All lines from the first line of the material up to and including the line with "For a GIS import: Convert" must be copied exactly, and no others.

#### RECORDS SUPPLIED ####

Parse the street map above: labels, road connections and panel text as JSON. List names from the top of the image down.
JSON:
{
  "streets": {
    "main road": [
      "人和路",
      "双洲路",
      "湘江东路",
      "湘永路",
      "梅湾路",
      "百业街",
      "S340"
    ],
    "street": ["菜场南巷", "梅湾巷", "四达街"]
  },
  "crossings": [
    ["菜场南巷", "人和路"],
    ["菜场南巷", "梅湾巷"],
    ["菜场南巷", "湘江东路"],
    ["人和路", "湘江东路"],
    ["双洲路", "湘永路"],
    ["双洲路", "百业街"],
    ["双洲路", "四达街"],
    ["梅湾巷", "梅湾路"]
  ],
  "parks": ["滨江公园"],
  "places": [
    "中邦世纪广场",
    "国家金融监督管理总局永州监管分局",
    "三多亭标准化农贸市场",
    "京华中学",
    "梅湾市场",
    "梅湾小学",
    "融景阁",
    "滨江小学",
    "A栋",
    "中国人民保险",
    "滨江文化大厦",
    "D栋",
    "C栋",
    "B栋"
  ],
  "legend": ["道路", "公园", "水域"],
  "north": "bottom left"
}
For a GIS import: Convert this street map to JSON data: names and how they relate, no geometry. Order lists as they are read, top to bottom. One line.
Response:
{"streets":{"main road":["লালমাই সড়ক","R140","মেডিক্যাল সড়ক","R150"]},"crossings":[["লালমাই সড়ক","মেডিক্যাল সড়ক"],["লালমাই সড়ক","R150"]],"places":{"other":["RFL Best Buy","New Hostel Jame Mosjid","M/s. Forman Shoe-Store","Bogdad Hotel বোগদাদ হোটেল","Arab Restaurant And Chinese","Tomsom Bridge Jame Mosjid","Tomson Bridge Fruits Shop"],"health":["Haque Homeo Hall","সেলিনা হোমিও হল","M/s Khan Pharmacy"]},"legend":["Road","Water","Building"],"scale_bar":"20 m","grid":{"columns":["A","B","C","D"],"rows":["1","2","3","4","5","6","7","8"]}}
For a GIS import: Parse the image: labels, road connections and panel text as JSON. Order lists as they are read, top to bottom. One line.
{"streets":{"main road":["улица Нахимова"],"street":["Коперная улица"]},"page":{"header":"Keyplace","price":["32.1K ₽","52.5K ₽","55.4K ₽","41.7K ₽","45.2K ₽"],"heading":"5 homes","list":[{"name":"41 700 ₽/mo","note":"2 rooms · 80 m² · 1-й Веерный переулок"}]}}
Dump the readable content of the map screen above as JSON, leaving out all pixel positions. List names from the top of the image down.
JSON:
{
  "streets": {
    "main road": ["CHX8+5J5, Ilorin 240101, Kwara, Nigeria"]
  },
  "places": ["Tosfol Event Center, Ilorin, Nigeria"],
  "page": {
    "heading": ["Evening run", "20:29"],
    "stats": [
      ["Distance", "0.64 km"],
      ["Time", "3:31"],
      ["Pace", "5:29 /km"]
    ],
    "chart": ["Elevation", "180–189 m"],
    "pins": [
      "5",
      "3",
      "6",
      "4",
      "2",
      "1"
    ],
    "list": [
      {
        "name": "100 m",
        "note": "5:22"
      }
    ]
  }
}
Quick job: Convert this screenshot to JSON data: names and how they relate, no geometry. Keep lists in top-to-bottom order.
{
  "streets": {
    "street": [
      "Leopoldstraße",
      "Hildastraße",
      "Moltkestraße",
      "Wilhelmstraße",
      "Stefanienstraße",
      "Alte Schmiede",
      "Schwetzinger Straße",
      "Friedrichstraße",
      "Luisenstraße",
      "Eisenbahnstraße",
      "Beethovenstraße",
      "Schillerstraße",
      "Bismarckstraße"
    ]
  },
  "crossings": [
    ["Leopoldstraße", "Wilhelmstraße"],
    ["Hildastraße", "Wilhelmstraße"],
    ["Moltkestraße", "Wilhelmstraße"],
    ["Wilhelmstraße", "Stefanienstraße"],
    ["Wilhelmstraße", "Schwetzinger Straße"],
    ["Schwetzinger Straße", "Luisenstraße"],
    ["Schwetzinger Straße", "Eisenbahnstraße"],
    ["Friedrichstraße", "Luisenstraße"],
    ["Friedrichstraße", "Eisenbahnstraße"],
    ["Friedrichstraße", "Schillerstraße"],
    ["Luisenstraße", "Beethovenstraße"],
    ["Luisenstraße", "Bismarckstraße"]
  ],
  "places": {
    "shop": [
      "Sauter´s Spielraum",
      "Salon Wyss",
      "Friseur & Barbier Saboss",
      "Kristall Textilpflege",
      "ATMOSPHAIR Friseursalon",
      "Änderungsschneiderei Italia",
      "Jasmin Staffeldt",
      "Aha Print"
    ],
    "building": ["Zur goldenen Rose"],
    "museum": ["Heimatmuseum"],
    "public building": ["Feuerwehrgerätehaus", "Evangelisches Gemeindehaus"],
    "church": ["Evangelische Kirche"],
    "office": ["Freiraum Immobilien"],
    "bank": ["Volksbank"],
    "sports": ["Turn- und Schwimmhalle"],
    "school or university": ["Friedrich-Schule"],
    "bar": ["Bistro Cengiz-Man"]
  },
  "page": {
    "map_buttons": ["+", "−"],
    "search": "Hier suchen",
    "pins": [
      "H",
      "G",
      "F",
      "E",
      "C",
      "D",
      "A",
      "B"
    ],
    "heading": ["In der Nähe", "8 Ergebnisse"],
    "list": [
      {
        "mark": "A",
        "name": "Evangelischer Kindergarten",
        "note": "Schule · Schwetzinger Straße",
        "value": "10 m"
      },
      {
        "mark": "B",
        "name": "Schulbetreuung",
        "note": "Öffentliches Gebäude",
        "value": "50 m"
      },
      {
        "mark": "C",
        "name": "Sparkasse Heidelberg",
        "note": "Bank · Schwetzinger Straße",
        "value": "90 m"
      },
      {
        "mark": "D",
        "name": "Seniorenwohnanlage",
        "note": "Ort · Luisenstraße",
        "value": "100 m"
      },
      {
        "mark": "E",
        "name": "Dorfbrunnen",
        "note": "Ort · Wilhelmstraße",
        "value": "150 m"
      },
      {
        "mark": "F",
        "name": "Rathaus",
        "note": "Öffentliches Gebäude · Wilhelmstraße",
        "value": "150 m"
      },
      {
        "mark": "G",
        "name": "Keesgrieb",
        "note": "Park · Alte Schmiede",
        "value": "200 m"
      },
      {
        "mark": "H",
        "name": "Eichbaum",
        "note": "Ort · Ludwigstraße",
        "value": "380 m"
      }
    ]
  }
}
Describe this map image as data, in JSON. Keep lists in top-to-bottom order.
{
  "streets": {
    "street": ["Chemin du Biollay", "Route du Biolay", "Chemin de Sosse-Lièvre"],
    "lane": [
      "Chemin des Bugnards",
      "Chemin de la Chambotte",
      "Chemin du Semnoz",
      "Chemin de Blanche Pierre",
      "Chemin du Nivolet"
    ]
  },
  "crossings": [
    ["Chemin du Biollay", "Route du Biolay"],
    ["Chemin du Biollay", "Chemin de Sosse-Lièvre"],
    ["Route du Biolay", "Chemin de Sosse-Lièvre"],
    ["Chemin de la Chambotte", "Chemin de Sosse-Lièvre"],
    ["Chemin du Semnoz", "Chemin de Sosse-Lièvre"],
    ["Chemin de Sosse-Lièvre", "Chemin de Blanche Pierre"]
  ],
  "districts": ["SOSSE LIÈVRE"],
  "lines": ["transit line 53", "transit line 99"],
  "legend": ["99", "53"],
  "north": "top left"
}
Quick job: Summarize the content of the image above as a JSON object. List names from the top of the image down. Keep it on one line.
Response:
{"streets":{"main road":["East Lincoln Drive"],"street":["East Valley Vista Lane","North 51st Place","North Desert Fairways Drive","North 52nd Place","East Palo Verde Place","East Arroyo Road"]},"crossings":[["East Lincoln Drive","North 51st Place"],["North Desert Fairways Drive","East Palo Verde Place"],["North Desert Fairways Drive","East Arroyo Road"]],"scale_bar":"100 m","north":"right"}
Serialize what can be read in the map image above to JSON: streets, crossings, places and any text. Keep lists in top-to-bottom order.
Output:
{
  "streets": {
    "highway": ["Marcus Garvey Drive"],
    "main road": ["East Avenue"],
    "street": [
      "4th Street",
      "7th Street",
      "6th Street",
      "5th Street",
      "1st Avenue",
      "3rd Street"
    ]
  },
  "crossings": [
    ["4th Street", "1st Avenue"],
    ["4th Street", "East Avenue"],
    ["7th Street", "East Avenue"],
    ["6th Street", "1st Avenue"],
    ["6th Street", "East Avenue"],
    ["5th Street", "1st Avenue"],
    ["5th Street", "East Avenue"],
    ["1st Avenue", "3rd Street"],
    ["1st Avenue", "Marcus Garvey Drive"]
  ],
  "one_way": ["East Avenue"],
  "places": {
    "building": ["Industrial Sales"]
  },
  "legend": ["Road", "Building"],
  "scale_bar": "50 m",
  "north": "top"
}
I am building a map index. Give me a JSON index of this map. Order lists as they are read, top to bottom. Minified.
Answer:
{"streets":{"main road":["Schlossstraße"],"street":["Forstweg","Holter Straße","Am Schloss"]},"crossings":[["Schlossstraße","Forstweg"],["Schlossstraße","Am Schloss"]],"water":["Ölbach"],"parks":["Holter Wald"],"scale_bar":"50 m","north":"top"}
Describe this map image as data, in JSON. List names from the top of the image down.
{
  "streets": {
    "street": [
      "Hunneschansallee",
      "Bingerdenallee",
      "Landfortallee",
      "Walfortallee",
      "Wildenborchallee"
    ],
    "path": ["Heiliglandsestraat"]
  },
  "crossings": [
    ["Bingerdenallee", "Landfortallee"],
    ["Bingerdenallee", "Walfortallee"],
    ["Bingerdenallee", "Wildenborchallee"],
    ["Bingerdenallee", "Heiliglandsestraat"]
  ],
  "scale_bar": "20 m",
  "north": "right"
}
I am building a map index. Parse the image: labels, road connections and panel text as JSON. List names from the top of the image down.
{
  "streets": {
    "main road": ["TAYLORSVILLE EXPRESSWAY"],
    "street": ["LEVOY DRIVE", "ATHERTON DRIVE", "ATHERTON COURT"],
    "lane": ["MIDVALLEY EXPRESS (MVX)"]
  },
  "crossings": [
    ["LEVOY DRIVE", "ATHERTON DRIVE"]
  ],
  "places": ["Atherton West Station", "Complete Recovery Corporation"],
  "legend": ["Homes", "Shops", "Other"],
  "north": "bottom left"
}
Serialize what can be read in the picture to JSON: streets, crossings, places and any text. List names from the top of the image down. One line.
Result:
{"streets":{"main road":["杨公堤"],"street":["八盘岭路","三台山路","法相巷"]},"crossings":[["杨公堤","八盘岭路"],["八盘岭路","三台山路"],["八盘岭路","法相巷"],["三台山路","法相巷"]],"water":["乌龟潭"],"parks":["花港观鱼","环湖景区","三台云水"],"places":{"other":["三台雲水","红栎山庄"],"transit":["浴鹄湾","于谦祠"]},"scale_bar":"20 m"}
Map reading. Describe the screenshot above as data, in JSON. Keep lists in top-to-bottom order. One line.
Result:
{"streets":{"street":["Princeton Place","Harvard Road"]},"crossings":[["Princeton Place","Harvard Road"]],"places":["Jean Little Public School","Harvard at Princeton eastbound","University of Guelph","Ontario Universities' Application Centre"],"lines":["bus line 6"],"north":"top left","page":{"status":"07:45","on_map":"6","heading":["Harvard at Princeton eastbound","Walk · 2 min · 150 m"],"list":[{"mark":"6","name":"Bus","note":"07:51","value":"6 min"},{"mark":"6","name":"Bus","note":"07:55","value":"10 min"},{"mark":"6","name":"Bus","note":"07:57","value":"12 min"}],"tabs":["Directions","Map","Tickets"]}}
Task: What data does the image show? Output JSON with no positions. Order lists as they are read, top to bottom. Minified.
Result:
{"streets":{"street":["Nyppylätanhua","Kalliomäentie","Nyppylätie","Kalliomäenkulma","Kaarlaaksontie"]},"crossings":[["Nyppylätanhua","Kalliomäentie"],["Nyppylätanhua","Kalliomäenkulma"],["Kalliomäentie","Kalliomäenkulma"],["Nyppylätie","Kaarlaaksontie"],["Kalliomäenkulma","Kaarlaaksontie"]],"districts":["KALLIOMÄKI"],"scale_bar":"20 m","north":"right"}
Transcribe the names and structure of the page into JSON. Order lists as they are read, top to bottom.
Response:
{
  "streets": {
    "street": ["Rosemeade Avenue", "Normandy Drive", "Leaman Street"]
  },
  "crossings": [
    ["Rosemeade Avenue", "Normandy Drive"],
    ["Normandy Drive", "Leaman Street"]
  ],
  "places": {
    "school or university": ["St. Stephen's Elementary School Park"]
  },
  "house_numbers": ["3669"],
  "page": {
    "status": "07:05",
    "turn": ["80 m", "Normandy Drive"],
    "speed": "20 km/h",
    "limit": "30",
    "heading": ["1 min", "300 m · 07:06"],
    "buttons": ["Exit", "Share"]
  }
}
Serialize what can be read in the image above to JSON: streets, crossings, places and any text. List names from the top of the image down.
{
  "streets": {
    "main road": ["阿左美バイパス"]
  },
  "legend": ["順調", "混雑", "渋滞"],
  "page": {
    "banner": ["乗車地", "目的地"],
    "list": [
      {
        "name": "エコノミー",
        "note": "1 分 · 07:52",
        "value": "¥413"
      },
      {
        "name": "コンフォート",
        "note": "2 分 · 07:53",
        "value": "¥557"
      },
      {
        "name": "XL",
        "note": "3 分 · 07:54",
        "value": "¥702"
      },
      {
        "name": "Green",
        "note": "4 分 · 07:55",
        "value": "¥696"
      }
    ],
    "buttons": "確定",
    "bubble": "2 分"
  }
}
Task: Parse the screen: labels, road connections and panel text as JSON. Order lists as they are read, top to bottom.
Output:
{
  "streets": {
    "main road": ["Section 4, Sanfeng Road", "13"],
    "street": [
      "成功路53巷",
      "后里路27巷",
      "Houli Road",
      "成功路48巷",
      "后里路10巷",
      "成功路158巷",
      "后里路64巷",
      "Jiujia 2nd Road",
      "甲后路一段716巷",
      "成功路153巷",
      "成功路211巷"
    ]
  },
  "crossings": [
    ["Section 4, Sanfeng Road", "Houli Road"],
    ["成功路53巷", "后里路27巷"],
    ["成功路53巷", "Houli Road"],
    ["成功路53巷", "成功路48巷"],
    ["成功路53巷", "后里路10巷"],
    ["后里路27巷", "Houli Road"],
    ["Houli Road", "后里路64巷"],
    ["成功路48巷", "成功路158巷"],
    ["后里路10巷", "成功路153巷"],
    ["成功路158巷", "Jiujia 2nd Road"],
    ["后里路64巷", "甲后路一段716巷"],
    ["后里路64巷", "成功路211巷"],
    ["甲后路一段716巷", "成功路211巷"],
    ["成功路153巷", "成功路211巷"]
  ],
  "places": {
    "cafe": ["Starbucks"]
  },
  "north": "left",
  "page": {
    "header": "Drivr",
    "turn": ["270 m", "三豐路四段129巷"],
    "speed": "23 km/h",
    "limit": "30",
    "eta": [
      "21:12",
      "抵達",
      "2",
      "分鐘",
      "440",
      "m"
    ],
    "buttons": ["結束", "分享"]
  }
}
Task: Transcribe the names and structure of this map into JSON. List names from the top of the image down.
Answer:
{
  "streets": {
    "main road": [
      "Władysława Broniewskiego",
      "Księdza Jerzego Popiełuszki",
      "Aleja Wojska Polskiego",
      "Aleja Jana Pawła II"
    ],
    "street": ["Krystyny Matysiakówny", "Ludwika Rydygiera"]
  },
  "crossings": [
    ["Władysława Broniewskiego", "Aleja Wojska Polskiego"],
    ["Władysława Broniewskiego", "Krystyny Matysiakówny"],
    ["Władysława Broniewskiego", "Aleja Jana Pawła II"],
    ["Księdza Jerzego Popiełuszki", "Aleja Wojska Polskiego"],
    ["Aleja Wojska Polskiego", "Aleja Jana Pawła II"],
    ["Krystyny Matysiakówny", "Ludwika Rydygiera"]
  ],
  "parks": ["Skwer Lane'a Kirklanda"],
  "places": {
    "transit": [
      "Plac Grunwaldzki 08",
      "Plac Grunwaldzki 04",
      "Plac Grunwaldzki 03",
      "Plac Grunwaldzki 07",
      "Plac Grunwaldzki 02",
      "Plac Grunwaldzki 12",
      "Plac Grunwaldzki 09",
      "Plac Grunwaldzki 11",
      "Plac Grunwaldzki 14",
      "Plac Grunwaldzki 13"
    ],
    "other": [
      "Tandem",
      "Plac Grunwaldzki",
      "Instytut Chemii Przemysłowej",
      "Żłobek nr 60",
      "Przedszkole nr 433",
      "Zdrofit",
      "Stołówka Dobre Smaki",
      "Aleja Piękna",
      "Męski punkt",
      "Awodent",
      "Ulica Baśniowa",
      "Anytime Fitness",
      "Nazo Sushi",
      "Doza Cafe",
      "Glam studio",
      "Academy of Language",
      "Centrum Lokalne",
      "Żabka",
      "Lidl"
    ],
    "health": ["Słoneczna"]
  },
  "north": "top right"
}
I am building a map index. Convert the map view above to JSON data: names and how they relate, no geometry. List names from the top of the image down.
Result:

####

_REPLY:_
Parse the street map above: labels, road connections and panel text as JSON. List names from the top of the image down.
JSON:
{
  "streets": {
    "main road": [
      "人和路",
      "双洲路",
      "湘江东路",
      "湘永路",
      "梅湾路",
      "百业街",
      "S340"
    ],
    "street": ["菜场南巷", "梅湾巷", "四达街"]
  },
  "crossings": [
    ["菜场南巷", "人和路"],
    ["菜场南巷", "梅湾巷"],
    ["菜场南巷", "湘江东路"],
    ["人和路", "湘江东路"],
    ["双洲路", "湘永路"],
    ["双洲路", "百业街"],
    ["双洲路", "四达街"],
    ["梅湾巷", "梅湾路"]
  ],
  "parks": ["滨江公园"],
  "places": [
    "中邦世纪广场",
    "国家金融监督管理总局永州监管分局",
    "三多亭标准化农贸市场",
    "京华中学",
    "梅湾市场",
    "梅湾小学",
    "融景阁",
    "滨江小学",
    "A栋",
    "中国人民保险",
    "滨江文化大厦",
    "D栋",
    "C栋",
    "B栋"
  ],
  "legend": ["道路", "公园", "水域"],
  "north": "bottom left"
}
For a GIS import: Convert this street map to JSON data: names and how they relate, no geometry. Order lists as they are read, top to bottom. One line.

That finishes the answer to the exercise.